Work order: Report each line of the entries that contains the word "Anillo", copied in full.

Data provided:
↓
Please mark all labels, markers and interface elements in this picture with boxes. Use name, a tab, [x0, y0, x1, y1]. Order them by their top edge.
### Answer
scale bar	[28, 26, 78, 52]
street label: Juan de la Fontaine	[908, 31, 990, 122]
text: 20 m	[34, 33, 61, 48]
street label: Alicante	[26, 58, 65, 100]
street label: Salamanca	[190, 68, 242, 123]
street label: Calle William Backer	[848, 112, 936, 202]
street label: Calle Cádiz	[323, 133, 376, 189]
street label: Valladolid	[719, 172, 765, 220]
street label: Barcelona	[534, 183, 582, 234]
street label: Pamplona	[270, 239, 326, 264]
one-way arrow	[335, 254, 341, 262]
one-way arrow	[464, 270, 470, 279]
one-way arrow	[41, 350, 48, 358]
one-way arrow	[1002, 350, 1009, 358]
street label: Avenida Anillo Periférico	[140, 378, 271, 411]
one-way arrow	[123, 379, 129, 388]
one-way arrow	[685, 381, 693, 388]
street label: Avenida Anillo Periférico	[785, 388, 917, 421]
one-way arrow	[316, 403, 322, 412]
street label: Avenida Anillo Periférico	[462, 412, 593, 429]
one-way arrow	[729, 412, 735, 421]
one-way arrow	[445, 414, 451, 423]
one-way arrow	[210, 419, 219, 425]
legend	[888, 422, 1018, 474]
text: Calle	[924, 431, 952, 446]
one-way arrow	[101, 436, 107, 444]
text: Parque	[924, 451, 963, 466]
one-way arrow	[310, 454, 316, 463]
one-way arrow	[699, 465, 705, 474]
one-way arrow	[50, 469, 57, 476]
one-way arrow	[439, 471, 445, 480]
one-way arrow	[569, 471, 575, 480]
↑
↓
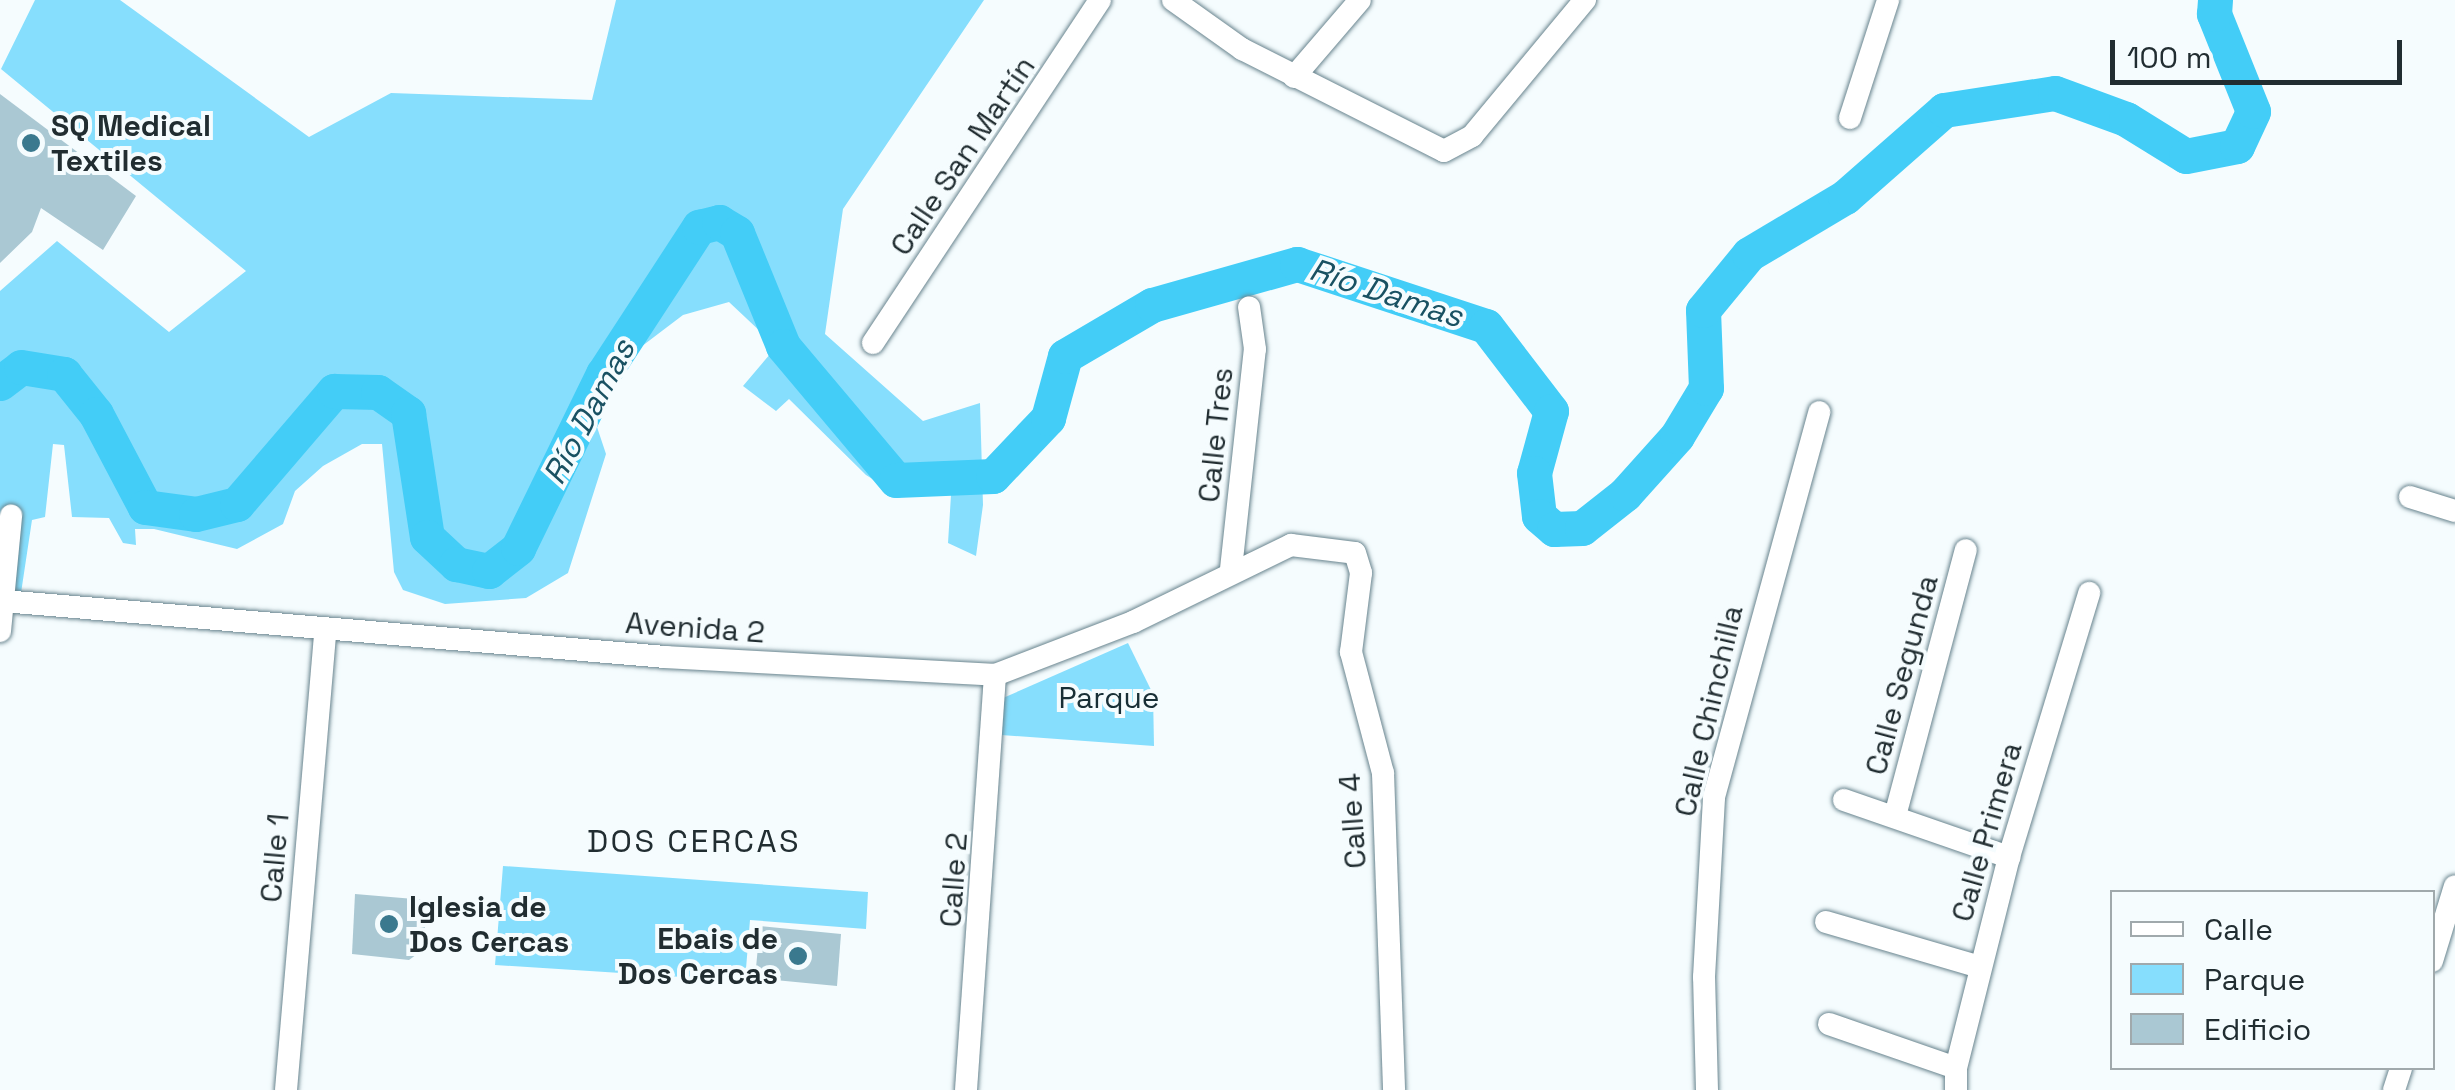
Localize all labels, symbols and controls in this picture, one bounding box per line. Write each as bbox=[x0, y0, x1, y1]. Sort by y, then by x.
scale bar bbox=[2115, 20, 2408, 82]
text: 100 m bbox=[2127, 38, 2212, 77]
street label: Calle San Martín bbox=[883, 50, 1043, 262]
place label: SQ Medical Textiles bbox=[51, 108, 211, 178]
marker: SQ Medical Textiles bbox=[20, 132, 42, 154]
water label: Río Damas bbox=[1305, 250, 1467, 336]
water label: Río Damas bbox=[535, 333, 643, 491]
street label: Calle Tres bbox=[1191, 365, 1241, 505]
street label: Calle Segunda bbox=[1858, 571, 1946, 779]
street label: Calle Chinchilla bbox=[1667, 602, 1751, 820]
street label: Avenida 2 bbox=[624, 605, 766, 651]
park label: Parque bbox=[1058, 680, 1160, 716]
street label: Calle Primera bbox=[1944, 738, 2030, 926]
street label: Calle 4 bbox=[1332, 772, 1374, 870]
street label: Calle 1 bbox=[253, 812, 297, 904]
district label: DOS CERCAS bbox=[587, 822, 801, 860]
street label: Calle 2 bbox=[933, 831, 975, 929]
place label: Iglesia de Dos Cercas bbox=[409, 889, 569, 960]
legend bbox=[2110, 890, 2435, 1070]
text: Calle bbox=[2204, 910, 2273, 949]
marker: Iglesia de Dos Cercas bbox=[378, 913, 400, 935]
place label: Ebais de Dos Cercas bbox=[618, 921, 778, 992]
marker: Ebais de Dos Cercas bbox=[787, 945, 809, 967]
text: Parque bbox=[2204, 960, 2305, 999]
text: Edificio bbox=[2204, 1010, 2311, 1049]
↑
Reply:
street label: Avenida Anillo Periférico	[140, 378, 271, 411]
street label: Avenida Anillo Periférico	[785, 388, 917, 421]
street label: Avenida Anillo Periférico	[462, 412, 593, 429]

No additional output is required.